At that point, a reporter who just arrived politely prefaced his question about the offense by apologizing if it had already been asked. Affable, chatty and media-friendly most of the time, Cooley by now was clearly irked.

“Do you understand what we did offensively today?” Cooley said, raising his voice and looking at the reporter, a seasoned beat writer. “I’m sorry. I don’t want to offend you, but I thought offensively, other than scoring a couple of points, it was an outstanding football game.”

Someone might have ventured that, other than hitting the iceberg, it was an outstanding trip for the Titanic. But no one did, and the interview ended.

Although the Redskins never reached their destination, they did move in the right direction. Cooley, who last week scored the Redskins’ only offensive touchdown of the season, helped.
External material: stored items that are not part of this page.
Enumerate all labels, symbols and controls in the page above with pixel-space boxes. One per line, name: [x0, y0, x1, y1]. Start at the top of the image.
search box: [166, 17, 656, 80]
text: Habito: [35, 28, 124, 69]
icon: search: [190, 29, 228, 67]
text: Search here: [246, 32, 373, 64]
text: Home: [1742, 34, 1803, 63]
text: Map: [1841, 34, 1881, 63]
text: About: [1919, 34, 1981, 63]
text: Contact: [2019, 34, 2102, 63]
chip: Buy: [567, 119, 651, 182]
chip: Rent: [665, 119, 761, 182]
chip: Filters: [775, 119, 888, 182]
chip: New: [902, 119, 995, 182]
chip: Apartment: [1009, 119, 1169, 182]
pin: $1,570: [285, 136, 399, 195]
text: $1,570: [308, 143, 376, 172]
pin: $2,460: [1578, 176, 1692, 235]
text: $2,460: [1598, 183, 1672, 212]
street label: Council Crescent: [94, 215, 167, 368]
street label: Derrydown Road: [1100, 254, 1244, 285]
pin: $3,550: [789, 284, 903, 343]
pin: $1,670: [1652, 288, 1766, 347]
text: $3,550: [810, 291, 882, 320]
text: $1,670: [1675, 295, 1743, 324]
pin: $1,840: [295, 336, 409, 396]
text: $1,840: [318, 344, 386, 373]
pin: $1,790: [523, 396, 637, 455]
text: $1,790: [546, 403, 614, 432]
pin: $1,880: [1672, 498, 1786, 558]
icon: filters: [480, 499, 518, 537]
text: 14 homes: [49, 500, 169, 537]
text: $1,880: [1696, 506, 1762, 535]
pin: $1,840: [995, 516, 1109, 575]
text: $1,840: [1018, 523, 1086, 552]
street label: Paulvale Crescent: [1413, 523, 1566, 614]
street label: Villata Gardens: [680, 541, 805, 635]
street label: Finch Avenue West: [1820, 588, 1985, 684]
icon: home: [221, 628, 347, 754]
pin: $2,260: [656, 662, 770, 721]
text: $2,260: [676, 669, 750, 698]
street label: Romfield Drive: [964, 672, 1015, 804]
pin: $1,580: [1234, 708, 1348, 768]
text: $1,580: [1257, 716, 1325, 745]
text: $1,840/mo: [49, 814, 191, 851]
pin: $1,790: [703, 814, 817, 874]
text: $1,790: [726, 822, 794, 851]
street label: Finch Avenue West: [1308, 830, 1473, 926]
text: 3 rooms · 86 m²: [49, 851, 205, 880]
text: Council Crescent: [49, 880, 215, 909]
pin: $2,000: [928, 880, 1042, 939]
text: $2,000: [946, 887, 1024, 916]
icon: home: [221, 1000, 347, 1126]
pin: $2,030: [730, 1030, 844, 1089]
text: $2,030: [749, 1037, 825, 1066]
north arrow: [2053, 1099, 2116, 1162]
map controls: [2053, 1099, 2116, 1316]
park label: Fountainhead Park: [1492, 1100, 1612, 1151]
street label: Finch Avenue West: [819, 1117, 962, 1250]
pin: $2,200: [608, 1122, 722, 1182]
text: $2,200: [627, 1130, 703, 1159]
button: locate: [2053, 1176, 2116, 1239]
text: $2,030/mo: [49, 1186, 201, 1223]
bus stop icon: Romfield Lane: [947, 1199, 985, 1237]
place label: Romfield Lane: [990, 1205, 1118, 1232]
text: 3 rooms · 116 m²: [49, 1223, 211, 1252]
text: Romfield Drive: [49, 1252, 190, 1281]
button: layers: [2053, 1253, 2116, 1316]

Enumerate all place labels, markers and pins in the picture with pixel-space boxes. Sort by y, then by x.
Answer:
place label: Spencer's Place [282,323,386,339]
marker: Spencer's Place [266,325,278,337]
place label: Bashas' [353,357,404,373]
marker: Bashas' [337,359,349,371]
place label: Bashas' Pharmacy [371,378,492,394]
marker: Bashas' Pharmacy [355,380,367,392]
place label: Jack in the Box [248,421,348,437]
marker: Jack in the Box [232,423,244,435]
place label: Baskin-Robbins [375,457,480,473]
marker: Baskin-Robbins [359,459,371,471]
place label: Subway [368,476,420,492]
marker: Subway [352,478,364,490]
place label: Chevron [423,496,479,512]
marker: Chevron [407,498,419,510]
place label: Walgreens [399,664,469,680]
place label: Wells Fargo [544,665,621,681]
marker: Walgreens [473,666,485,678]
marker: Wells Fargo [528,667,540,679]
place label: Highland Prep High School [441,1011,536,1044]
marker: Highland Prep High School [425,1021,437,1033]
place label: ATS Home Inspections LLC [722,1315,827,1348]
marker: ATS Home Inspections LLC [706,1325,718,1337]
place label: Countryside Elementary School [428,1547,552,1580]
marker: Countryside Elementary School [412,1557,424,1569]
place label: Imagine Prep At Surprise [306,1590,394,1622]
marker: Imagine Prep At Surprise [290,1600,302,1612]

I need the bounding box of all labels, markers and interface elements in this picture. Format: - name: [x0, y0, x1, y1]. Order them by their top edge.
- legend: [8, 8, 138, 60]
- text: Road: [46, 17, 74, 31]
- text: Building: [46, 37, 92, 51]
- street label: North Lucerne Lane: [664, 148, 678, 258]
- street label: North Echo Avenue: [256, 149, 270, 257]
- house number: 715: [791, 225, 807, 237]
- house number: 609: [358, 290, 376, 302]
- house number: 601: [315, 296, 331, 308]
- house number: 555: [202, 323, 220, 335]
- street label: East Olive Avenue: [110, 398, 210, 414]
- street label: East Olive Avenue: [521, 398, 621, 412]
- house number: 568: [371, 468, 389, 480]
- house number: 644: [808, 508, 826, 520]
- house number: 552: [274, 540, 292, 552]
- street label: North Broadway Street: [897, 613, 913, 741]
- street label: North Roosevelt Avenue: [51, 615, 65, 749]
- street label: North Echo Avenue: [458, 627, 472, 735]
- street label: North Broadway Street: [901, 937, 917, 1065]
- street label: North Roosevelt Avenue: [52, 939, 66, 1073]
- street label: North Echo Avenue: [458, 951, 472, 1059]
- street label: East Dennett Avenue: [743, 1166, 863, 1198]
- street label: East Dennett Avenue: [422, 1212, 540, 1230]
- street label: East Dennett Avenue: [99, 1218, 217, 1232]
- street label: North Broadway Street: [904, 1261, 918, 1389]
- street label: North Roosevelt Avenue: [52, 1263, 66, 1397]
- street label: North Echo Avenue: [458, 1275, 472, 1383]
On the Redskins’ second possession, which covered 83 yards and ended with the first of Shaun Suisham’s three field goals, Cooley caught four passes for 40 yards.

With opponents focusing on Moss, the team’s top wide receiver, Cooley presents a viable alternative. He has, after all, made the last two Pro Bowls.

“We weren’t necessarily trying to go to Cooley,” Redskins coach Jim Zorn said. “Jason did a nice job getting back to him when Santana Moss was covered.”

St. Louis eventually gave Cooley proper attention, but his 18-yard catch in the fourth quarter helped the Redskins maintain possession on third-and-10 and led to the Rams finally getting the ball back on their 4 inside the last two minutes. Four Marc Bulger passes fell incomplete, and the Redskins ran out the clock.

Washington might be getting closer to finding a solid No. 2 receiver to complement Moss, and it might be second-year wideout Malcolm Kelly. Starting for the second straight game, Kelly was thrown to six times and had four catches for 41 yards, including a 16-yard grab on second-and-15 on the Redskins’ final drive.

On the game’s first play, Kelly barely missed a deep pass that Campbell slightly underthrew, allowing cornerback Jonathan Wade to knock it away.

Limited to three catches and five games because of a knee injury during his rookie season, Kelly said he’s becoming more comfortable every week. He said he talks to receivers coach Stan Hixon “all the time” about getting the ball more, but he will wait before suggesting it to Zorn.

“Until I make it to the Pro Bowl, that’ll be the time I go up to him and tell him, ‘Hey, man, it’s open, it’s open,’ ” Kelly said.

The Pro Bowl?

“Maybe not the Pro Bowl, maybe down the road,” he said. “Maybe next year at some time. But, you know, I’m still treating it like this is my first year.”